Taxonomy facets: can we change massive `int[]` for parent/child/sibling tree to paged/block `int[]` to reduce RAM pressure? #12989

mikemccand · 2024-01-02T18:28:42Z

Description

At Amazon product search we use taxonomy facets for the facet filtering we show customers, but this causes high RAM pressure on every refresh as the current implementation allocates a new massive int[] on each refresh, requiring ~2X the transient RAM usage until the old taxonomy reader is fully closed / dereferenced, causing us to over-size our heaps just to handle this short RAM surge.

Yet, on each refresh, all that really is happening is a few new ints might be effectively appended to the end of the old int[] -- it is inherently a write once append only data structure. Reallocating the full massive int[] every time is silly.

I think we could switch to a paged int[] structure? This way the new reader could share nearly all of the old int[] pages, and only make a new last page to hold the few new append ints?

The text was updated successfully, but these errors were encountered:

msfroh · 2024-01-05T01:15:28Z

If nobody else is working on this, I think I'd like to take it!

stefanvodita · 2024-01-05T06:04:57Z

@msfroh - I was looking into this as well and had some thoughts about how to do it.

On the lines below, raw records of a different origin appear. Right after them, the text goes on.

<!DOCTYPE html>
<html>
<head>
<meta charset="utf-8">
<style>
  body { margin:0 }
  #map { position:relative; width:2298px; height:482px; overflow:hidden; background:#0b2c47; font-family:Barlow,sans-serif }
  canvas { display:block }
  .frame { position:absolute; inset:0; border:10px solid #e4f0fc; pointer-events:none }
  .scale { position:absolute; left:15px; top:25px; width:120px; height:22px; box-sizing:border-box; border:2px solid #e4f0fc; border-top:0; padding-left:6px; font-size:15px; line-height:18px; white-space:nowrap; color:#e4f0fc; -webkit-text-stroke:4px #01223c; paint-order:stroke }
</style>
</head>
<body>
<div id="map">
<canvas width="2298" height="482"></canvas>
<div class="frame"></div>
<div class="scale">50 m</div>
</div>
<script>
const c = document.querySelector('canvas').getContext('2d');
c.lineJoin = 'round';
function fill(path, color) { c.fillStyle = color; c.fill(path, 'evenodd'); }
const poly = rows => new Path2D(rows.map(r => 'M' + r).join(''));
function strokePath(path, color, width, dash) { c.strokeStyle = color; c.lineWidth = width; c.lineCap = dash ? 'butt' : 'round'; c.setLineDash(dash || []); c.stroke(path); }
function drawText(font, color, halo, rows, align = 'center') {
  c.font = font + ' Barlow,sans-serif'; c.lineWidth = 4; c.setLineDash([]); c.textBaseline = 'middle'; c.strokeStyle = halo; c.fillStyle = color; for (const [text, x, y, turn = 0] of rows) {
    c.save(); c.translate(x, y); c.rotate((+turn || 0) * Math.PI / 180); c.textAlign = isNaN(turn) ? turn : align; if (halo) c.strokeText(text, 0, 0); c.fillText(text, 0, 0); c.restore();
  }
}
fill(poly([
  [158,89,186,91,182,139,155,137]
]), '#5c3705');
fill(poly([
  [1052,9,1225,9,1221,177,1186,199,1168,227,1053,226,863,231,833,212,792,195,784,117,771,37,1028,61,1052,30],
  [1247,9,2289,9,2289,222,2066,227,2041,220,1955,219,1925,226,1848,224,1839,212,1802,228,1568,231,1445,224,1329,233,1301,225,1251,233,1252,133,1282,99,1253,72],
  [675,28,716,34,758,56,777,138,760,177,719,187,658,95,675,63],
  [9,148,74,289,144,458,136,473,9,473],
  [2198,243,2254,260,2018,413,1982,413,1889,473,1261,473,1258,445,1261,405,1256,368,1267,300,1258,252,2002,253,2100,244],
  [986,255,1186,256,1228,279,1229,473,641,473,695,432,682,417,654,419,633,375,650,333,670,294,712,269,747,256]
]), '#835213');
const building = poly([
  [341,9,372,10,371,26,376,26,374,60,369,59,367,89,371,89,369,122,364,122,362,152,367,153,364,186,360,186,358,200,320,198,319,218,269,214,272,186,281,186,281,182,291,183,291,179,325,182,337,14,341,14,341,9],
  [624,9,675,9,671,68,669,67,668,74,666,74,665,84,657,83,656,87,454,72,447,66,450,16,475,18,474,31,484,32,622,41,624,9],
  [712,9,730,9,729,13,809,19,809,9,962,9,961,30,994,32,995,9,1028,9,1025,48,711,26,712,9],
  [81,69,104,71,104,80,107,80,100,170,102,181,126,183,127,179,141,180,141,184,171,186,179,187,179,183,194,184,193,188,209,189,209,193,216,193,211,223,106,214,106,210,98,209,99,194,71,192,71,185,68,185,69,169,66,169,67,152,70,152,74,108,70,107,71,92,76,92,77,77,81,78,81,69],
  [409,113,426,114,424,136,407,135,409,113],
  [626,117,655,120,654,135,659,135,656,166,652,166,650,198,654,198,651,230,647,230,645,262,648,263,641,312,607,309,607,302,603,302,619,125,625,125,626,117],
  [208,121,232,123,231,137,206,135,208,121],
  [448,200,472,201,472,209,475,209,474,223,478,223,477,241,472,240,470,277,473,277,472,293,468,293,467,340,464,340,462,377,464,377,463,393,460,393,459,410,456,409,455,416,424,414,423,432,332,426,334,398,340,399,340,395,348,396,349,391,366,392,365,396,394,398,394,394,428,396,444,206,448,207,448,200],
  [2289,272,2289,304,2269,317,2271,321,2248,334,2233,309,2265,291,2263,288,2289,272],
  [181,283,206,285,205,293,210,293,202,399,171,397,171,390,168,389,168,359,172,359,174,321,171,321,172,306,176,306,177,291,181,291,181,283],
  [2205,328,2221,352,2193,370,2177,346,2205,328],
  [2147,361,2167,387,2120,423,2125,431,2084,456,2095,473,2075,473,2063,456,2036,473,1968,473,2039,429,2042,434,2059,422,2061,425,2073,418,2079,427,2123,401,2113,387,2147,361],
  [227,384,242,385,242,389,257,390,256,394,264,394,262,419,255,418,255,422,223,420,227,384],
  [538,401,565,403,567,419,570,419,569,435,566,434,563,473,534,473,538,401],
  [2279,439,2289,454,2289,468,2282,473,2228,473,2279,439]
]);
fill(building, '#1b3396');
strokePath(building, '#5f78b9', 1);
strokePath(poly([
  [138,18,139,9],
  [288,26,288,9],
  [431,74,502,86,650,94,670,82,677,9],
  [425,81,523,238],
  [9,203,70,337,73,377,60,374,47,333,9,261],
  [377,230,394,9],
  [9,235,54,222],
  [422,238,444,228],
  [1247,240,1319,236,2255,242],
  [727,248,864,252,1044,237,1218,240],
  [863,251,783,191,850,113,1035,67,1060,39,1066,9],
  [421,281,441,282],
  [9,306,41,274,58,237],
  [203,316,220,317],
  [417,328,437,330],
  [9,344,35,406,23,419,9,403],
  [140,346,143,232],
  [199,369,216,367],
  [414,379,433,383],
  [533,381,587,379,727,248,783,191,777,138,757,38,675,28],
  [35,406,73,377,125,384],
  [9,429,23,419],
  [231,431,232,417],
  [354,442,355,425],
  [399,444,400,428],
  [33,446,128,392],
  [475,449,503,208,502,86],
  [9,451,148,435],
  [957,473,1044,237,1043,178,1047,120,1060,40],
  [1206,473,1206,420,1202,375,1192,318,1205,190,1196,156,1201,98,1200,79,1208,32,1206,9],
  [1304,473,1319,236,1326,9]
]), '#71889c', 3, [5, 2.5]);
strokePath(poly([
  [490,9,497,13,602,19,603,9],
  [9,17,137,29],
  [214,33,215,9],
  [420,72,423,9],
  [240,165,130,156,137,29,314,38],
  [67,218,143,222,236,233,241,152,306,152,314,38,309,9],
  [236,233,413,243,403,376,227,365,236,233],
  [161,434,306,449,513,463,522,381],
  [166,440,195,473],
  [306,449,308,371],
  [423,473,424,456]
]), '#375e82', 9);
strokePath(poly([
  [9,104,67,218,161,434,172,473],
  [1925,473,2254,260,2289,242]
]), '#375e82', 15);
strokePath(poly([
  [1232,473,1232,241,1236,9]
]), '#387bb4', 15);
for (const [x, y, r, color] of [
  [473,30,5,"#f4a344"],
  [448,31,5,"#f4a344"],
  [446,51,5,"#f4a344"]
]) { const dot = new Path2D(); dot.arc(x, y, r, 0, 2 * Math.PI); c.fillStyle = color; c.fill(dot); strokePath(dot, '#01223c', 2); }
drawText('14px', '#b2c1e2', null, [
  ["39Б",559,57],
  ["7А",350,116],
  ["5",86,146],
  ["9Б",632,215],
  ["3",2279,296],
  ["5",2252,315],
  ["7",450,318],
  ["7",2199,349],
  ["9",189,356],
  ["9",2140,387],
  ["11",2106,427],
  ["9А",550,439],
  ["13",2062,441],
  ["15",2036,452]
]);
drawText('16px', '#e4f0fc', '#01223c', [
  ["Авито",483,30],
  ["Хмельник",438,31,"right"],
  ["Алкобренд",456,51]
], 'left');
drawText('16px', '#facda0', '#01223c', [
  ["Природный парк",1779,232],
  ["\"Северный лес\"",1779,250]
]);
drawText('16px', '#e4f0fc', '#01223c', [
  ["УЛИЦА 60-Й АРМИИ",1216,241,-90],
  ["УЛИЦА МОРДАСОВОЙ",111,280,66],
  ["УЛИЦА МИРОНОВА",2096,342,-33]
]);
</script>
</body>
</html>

We could replace ParallelTaxonomyArrays with a new interface that offers three operations for each of the arrays:

interface ChunkedParallelTaxonomyArrays {

  /* Record new entry. */
  public void appendParent(int parent);

  /* Retrieve this ordinal's parent. From the user's perspective, this is like an array look-up. */
  public int getParent(int ord);

  /* There are some places where we need to know how many parents exist in total. */
  public int sizeParents();

  // Same for children and siblings
  ...
}

To implement this inteface, we could use an IntBlockPool. We would allocate new int buffers in the block pool as needed and preserve the block pool across DirectoryTaxonomyReader refreshes.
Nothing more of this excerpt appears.